» What this task involves
Please copy each line of the records below that includes the word "data".

» Materials provided

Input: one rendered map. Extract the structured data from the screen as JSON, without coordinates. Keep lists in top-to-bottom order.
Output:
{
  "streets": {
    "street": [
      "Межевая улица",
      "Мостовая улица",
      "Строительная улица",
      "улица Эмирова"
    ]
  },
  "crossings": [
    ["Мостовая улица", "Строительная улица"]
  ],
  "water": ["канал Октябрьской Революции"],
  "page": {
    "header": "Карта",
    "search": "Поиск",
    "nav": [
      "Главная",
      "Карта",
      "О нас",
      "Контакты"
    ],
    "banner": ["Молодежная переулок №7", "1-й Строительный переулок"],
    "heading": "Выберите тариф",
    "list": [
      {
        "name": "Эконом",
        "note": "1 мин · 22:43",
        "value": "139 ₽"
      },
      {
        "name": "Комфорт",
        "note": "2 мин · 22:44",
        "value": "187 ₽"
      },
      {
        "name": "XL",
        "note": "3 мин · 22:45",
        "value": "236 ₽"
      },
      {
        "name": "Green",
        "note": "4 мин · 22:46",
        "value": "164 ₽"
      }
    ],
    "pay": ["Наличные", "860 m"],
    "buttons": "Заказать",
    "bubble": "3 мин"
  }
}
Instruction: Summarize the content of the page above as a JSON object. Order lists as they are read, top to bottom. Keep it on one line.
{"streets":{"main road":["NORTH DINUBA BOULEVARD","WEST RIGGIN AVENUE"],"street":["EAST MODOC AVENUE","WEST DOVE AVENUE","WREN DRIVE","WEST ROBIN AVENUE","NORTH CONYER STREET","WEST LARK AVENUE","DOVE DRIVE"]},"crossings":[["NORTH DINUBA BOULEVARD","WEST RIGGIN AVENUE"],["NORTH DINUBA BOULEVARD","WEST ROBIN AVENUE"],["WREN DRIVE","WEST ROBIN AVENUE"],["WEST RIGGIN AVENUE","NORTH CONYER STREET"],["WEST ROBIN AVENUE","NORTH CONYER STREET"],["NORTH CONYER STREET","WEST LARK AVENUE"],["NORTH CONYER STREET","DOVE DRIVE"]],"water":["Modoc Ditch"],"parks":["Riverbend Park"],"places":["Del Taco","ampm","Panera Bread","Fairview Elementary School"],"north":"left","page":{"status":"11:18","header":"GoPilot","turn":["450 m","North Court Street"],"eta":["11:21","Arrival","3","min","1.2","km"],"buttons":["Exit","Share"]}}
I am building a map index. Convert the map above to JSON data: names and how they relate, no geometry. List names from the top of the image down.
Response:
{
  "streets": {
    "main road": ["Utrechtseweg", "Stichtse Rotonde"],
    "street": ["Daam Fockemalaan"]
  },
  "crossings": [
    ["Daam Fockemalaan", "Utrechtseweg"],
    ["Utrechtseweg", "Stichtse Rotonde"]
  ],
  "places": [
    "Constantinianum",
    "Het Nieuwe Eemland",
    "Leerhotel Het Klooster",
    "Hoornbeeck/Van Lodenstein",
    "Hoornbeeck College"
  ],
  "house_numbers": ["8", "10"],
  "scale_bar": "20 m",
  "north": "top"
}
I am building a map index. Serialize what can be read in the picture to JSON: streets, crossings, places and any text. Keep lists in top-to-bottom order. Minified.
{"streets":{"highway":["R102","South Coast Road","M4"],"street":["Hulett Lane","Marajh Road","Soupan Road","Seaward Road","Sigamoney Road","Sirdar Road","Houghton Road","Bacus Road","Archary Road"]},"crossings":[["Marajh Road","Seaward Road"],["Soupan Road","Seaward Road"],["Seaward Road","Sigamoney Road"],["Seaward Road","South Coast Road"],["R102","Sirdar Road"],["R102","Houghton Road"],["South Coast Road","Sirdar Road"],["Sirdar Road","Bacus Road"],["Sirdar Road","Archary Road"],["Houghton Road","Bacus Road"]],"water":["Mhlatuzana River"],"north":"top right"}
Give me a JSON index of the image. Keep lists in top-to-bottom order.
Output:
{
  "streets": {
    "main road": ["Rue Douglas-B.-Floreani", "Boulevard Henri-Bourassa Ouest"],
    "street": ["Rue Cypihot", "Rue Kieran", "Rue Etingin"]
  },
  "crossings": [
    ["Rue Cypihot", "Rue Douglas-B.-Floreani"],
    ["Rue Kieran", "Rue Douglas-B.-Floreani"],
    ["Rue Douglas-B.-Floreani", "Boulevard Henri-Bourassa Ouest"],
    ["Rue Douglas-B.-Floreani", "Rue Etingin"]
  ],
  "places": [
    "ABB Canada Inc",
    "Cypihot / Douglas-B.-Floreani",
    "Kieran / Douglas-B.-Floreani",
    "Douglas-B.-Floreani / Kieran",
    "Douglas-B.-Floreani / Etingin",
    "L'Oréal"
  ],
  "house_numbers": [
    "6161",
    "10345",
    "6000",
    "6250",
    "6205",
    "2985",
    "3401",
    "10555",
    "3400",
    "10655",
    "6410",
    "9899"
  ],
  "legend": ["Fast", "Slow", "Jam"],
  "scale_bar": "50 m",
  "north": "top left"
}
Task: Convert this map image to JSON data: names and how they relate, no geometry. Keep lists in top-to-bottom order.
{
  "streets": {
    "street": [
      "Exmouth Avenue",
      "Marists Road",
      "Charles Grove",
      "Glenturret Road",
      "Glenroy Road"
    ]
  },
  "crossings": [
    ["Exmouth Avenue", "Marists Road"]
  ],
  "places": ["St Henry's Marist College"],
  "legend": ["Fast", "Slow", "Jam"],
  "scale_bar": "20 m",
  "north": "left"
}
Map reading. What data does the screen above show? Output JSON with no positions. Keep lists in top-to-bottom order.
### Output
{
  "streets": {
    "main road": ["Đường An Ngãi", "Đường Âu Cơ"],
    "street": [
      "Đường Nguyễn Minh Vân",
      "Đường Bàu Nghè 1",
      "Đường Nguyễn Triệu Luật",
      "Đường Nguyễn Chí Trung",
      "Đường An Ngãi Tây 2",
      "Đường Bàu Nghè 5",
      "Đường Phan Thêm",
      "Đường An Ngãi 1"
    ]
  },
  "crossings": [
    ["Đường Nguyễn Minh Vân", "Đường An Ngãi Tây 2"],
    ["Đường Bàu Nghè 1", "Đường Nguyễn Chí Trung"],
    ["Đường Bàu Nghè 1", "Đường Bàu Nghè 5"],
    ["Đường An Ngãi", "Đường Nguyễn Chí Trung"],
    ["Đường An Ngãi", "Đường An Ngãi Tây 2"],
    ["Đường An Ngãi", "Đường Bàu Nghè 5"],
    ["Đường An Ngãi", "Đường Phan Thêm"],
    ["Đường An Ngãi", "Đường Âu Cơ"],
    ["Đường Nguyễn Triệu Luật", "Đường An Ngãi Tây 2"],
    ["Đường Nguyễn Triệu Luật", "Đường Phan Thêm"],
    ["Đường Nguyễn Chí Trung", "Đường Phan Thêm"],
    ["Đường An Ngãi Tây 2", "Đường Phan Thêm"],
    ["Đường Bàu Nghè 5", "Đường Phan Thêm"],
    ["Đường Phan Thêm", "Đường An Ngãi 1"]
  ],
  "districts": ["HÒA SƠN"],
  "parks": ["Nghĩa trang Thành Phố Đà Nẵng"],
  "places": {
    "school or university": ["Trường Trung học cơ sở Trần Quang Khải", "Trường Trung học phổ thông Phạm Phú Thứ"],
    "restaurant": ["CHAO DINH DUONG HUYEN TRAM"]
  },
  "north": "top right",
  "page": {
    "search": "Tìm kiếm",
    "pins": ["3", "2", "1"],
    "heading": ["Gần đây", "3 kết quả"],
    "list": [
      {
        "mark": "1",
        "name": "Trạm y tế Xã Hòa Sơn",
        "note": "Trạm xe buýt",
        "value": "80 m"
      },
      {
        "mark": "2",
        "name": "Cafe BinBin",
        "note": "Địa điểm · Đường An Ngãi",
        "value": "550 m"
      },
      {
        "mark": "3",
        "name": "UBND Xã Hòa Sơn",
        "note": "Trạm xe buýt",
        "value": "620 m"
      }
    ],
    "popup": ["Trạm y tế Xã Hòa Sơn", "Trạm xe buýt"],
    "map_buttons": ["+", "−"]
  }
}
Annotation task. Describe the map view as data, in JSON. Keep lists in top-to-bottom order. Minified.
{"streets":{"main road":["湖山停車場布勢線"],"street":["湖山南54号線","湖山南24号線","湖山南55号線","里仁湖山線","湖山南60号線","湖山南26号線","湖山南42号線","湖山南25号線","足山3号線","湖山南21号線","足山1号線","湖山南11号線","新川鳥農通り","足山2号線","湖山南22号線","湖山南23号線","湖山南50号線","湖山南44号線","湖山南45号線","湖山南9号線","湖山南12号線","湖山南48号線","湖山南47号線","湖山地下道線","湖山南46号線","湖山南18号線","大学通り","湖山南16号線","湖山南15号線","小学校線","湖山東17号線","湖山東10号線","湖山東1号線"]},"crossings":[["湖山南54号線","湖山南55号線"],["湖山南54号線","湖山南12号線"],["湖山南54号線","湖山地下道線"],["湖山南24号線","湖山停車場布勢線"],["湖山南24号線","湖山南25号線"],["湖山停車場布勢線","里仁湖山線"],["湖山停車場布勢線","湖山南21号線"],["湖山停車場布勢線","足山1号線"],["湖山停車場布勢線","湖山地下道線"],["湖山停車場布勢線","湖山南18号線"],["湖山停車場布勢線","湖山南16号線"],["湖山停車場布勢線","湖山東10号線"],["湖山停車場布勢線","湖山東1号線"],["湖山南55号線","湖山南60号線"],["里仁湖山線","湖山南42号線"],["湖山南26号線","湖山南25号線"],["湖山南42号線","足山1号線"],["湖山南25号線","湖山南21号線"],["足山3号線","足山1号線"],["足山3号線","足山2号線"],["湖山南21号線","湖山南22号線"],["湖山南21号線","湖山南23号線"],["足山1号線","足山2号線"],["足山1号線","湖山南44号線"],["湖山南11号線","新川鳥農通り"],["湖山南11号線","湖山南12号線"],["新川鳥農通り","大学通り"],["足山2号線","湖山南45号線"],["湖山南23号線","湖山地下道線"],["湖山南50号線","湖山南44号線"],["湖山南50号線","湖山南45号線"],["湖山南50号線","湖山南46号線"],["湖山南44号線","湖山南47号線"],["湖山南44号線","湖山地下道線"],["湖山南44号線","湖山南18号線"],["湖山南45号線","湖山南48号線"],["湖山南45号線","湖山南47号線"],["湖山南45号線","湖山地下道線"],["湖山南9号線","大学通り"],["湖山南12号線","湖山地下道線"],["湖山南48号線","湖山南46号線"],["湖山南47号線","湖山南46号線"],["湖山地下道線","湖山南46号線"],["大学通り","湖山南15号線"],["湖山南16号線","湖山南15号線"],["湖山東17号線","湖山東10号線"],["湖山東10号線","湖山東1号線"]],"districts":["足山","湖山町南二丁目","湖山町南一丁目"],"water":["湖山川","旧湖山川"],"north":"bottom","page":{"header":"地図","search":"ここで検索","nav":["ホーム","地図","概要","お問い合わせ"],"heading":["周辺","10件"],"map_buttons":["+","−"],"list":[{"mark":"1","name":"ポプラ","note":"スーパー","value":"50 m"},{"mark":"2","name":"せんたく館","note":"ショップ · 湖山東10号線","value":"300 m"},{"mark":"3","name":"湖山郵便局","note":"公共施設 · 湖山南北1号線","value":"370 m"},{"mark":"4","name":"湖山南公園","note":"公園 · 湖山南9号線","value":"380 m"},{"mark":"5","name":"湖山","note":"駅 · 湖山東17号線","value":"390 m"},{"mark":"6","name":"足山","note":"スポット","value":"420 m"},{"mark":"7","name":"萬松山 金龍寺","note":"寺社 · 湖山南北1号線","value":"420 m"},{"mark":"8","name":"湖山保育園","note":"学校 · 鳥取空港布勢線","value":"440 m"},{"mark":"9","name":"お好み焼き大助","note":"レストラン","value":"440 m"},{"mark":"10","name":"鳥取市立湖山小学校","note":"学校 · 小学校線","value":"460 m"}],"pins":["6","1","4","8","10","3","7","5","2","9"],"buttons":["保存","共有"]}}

» Response to the task
Input: one rendered map. Extract the structured data from the screen as JSON, without coordinates. Keep lists in top-to-bottom order.
I am building a map index. Convert the map above to JSON data: names and how they relate, no geometry. List names from the top of the image down.
Task: Convert this map image to JSON data: names and how they relate, no geometry. Keep lists in top-to-bottom order.
Map reading. What data does the screen above show? Output JSON with no positions. Keep lists in top-to-bottom order.
Annotation task. Describe the map view as data, in JSON. Keep lists in top-to-bottom order. Minified.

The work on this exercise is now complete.